The old fellow rose to go. “You will take care of my reputation, then, will you? I especially am at your mercy. After all, Petros and Giorges and the others can flee away to the mountains. I can't, my little work is here. But I have been a good cousin to you, haven't I? I did bring you your blessed letter; I didn't read it either, although curiosity is my besetting sin. . .

“Now I must run like the devil, I'm such a chatter box. It's why I didn't want to come in and sit down in the first place. Oh, they'll catch me, some day, while I sit gossiping with some charming woman.”

She followed him out into the stairway and hung over the banisters, watching him trip unsteadily down, listening to his thin footsteps out of sight diminishing like a phantom's; and her heart was stirred by respect and also by a little laughter.

16.

H
ELIANOS' LETTER WAS A LONG STRANGE DOCUMENT
, written on four or five different kinds of paper in fifteen or eighteen bits, most of them small, enclosed in one fairly good-sized piece of thin wrapping paper. She took it into her bedroom and sat down on the floor and spread it all around her and read until the children came home, then locked her door quietly and hastened to them and gave them their little supper, without mentioning it to them. As soon as she could get them to bed she went on with the reading. She still had Kalter's reading-lamp and a very little oil for it; she put it on the floor and held the wearisomely small writing up to the light.

What she happened to read first, all on the piece of wrapping-paper, frightened her. It was as if Helianos had lost his mind or his character in prison; or as if the Germans had tormented him into thinking in their way. It appeared to be shameless pro-German propaganda in the form of disjointed notes with, here and there, a fantastic sentence enclosed in quotation marks. Suddenly she realized what it was: a résumé of Kalter's political discourse in the last ten days in May. She herself had heard most of it, kneeling amid the old shoes and under the stuffy suspended garments. Now it vexed her so and bored her so—to think of Helianos still somehow bewitched by all that boastful nonsense!—that she put it aside and took up another piece. She expected Helianos to explain why, knowing her prejudice and her boredom, he had troubled to write that down for her.

The second piece she took up, several similar pieces to be exact, looked easier to read; and to her surprise she found that it was simply an account of his last conversation with Kalter, of which she had heard only the uproar at the end, when the blows and kicks began.

Evidently he had not heard of the grief-stricken and hysterical man's death. But he gave this opinion: “
Although at the time his threat of suicide impressed me as mere German romanticism and rhetoric, now, having thought it over, I conclude that he may do it someday; or he may go mad. There was a crazy sincerity in everything he said that afternoon. It is well known: there is often a suicidal streak in the German nature. Unfortunately they will always take as many of the rest of us as possible along with them to their deaths.”
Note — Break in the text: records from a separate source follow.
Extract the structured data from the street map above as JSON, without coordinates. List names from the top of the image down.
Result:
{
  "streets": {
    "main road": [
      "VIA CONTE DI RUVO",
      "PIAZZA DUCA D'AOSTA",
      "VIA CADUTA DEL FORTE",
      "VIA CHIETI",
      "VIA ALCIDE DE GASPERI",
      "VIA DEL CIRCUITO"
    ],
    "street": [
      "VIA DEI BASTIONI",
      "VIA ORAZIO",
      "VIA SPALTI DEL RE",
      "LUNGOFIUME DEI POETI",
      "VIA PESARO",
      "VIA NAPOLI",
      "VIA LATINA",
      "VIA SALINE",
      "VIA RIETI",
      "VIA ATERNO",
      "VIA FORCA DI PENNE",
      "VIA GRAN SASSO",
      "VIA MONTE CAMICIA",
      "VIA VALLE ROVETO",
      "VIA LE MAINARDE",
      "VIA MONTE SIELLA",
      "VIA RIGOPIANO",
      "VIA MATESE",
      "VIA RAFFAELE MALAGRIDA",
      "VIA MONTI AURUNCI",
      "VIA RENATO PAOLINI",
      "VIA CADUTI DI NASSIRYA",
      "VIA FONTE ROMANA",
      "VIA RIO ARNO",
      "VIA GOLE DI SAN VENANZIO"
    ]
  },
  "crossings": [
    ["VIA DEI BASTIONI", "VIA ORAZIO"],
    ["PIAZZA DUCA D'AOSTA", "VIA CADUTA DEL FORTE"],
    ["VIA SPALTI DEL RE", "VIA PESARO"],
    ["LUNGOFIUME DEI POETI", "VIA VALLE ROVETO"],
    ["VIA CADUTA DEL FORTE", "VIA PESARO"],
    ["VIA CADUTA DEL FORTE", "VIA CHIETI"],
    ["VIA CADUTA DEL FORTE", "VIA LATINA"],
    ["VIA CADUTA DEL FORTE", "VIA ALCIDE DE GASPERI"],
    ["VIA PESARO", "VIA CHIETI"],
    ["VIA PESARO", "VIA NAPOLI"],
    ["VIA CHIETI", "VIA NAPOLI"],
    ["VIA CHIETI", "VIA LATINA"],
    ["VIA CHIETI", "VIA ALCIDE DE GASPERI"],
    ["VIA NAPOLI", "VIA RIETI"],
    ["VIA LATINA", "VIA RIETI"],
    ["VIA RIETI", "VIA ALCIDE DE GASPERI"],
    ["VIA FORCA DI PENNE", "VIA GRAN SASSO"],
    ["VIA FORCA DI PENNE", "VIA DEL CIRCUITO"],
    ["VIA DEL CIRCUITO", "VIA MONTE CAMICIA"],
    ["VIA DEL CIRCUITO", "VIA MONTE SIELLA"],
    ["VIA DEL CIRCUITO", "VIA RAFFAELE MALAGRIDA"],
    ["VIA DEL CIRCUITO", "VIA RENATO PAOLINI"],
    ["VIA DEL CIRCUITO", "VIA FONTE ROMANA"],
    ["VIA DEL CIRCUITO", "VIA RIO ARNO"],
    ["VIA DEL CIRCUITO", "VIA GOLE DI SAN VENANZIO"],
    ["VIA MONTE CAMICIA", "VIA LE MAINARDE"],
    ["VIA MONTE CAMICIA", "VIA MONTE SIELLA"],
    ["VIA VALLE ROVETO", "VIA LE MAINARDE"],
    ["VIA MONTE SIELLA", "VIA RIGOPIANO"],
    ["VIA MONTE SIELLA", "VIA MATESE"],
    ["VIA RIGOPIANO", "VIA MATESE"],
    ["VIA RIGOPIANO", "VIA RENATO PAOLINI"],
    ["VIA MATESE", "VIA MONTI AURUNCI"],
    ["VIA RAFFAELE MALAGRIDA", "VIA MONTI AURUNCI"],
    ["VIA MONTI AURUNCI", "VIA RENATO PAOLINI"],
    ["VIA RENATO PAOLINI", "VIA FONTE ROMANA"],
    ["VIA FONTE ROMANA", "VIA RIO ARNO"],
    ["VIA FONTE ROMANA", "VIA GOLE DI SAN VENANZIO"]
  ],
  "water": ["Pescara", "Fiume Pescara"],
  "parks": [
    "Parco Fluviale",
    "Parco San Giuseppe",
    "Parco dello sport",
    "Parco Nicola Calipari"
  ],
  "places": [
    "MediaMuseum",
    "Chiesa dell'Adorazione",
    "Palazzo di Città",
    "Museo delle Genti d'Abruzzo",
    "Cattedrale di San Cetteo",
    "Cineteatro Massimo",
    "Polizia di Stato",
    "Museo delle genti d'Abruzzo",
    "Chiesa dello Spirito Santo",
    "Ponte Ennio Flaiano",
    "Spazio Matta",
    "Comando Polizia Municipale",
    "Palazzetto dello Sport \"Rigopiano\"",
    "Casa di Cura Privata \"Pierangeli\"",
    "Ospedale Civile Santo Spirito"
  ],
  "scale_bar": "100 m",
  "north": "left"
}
It was not easy to read, after all; it made her so angry that her eyes flickered out of focus. How she wished she had come to her listening-post a few minutes earlier to hear Kalter threatening, promising, to kill himself! She would have believed it, wanting to believe it, and she would have sensed Helianos' peril. Poor Helianos, he never had been able to distinguish between the truth and the nonsense in anything his wicked major told him, she thought. But then she blushed, remembered how she herself had half believed the other major, the good major.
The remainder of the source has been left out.